Noted budget expert Stan Collender – who is sometimes referred to as “Mr. Budget” and who tweets under the name, @TheBudgetGuy – says that odds are better than even that the federal government will shut down this fall. Disputes over raising the debt ceiling are also in the cards, though with slightly less probability of a chaotic ending.

Collender says in Forbes that the problem lies with the current internal dynamics of the Republicans in Congress. In any other year, single-party control would mean less chaos in budget matters, not more. But the GOP is unusually divided right now. Collender argues there are seven contentious factions that are making it hard to get things done. In the House, there’s the conservative Freedom Caucus and the more moderate Tuesday Group. The Senate is similarly divided, but there is no real alignment between the Senate and House versions of each group. Then there’s the leadership of each chamber, which have their own interests and responsibilities that sometimes clash with the others. Last but not least, there’s President Trump, who is becoming something of a party unto himself.
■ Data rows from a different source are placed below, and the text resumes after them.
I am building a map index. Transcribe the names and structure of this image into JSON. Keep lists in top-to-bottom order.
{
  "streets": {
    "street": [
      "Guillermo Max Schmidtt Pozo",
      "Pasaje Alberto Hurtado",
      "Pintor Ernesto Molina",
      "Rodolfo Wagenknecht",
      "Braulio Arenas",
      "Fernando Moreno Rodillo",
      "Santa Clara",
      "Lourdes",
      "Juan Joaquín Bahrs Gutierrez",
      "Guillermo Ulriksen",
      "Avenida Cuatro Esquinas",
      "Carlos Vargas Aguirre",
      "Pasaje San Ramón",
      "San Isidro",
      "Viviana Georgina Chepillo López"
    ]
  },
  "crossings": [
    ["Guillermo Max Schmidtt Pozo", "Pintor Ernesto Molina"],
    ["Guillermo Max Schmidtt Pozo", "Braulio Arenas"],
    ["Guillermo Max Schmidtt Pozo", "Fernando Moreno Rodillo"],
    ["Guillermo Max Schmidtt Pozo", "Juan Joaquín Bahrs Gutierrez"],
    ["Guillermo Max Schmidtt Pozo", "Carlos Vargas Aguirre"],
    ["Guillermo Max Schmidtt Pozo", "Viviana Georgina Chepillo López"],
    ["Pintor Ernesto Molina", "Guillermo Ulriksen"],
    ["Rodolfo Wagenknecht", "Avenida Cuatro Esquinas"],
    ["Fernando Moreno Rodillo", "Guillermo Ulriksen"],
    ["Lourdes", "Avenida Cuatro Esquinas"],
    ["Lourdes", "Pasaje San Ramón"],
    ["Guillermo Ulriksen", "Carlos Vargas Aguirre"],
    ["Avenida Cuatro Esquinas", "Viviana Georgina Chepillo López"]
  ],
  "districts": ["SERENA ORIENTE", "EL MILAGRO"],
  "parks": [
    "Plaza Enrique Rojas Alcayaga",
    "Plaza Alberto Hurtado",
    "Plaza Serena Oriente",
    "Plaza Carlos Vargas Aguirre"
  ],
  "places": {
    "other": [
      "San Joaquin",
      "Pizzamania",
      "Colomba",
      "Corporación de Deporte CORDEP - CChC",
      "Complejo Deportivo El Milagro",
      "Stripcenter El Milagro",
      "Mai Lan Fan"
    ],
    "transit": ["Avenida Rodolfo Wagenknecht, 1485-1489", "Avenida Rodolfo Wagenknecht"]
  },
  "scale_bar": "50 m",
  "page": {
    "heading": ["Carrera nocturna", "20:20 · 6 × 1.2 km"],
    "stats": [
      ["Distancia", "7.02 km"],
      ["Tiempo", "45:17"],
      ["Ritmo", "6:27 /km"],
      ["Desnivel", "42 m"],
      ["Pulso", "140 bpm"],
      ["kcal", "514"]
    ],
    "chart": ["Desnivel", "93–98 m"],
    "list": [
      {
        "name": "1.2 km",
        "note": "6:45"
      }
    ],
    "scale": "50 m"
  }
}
These seven factions could make it very difficult to solve the two pressing fiscal problems – raising the debt ceiling to avoid a potential default on U.S. debt and funding the government to avoid a shutdown – that loom before October 1.

On the debt ceiling, the Trump administration has called for a “clean” debt ceiling hike, unencumbered by any other policy changes. But the Freedom Caucus has sent mixed signals on the subject, and there’s a good chance that the hardline conservatives won’t play along with the moderates to raise the ceiling, forcing House Speaker Paul Ryan (R-WI) to turn to Democrats for help – in which case, the Freedom Caucus could push for Ryan’s ouster, as they did with former speaker John Boehner in 2015.

On funding the government, a short-term spending bill, called a continuing resolution, seems like a relatively easy solution, even if it only puts off the budget fight temporarily. But President Trump, the ultimate wild card, has altered the game by threatening to veto any such funding if it fails to include money for a border wall. It’s all too easy to imagine that showdown ending with a shutdown.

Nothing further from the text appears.